Les artistes, chacun à leur manière, réenchantent notre compréhension du lien sacré qui unit l’humanité à la terre. À travers leurs œuvres, Sheila Fuseini et Adewumi Oyeyemi plongent le spectateur dans un dialogue fascinant entre le passé et le présent, évoquant les désastres diluviens d’antan et leurs échos dans notre réalité actuelle, où inondations et déplacements forcés des populations marquent le quotidien.
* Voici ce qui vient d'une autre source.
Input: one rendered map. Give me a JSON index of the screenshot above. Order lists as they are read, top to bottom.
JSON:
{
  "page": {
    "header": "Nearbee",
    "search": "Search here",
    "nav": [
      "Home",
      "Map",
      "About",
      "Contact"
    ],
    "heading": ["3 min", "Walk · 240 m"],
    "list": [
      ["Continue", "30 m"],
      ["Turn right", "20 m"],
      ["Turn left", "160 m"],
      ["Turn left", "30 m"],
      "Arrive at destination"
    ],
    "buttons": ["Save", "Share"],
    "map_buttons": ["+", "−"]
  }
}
Seyni Awa Camara, celle que l’on surnomme la potière de Casamance, aborde son art avec une sensibilité unique. À travers l’argile — umhlaba, la terre maternelle — elle tisse des liens profonds avec l’environnement, exaltant la beauté et la richesse de ce matériau, tout en célébrant ses racines culturelles. De son côté, Soly Cissé, armé d’une ironie délicate, revisite le mythe du Jardin d’Eden, où Ève, loin de céder à la tentation, se métamorphose en serpent, incarnant ainsi le symbole de la régénérescence.
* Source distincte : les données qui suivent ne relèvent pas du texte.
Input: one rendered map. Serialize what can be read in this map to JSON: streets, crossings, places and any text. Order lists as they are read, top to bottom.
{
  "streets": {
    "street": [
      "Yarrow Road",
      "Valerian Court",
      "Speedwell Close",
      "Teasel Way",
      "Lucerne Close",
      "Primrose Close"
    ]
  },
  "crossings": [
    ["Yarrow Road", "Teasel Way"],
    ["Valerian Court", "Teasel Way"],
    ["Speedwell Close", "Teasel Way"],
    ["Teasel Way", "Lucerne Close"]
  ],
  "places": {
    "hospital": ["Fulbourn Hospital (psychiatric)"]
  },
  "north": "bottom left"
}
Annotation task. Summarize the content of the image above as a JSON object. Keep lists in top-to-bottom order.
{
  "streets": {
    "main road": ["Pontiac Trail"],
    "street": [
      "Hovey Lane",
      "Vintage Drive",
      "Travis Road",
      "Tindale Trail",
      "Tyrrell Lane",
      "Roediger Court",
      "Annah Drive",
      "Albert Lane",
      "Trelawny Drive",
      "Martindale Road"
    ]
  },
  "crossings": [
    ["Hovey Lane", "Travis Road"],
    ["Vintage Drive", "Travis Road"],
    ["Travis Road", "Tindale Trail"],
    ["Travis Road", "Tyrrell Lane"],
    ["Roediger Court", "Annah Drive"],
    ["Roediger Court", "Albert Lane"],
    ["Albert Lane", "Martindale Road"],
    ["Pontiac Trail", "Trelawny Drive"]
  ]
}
« Pouvoirs de la terre » transcende les simples représentations pour offrir un récit visuel vibrant et interconnecté, qui retrace l’histoire de la Nature et de sa relation symbiotique avec l’humanité. Ce parcours artistique invite le spectateur à se perdre dans un univers où l’argile, avec toute sa force et sa fragilité, devient le fil conducteur d’une exploration passionnante des liens culturels et environnementaux. Cette exposition est une ode à la terre, un appel à redécouvrir notre place dans un monde en perpétuelle mutation.
Adewumi Oyeyemi
Artiste nigérian basé à Ondo City, Adewumi Oyeyemi se distingue par un art engagé et critique qui aborde les crises climatiques impactant les populations de sa région natale. À travers ses œuvres, il élargit son discours en mettant en lumière les interconnexions entre ces enjeux environnementaux et les problématiques socio-politiques de son pays, en particulier en période préélectorale, alors que le sud du Nigeria est frappé par des inondations sans précédent.
Les créations d’Adewumi Oyeyemi s’érigent en métaphores puissantes, enracinées dans l’identité de sa terre et les souffrances qui en perturbent l’harmonie. Son travail tisse des éléments poétiques et symboliques, réactivant la sagesse des proverbes Yorubas. Par exemple, dans sa toile “Flood in Nigeria II“, l’image de l’eau débordant d’un panier en osier fait écho au proverbe : “Qui utilise un panier pour aller chercher de l’eau, se trompe”, une réflexion sur l’inefficacité et les limites face à un monde en crise.
En intégrant des figures inspirées par les mythes autochtones Yorubas, Adewumi Oyeyemi confère une dimension intemporelle à son message, soulignant les défis contemporains tout en résonnant avec les récits ancestraux. Son art devient ainsi un puissant écho des thématiques abordées dans l’exposition « Pouvoirs de la terre », où les préoccupations environnementales et sociales s’entrelacent, invitant le spectateur à réfléchir sur les implications de notre époque.
Seyni Awa Camara
Née à Bignona, Seyni Awa Camara vit et crée en Casamance, au Sénégal, où ses œuvres délicates s’enrichissent des légendes et croyances locales, plongeant le spectateur dans l’univers fascinant des mythes ancestraux sénégalais tout en célébrant les techniques artisanales de sa région. Potière d’exception, elle a su mener une véritable croisade pour l’élévation de cet art, la propulsant sur la scène mondiale après avoir surmonté le poids des interdits ancestraux.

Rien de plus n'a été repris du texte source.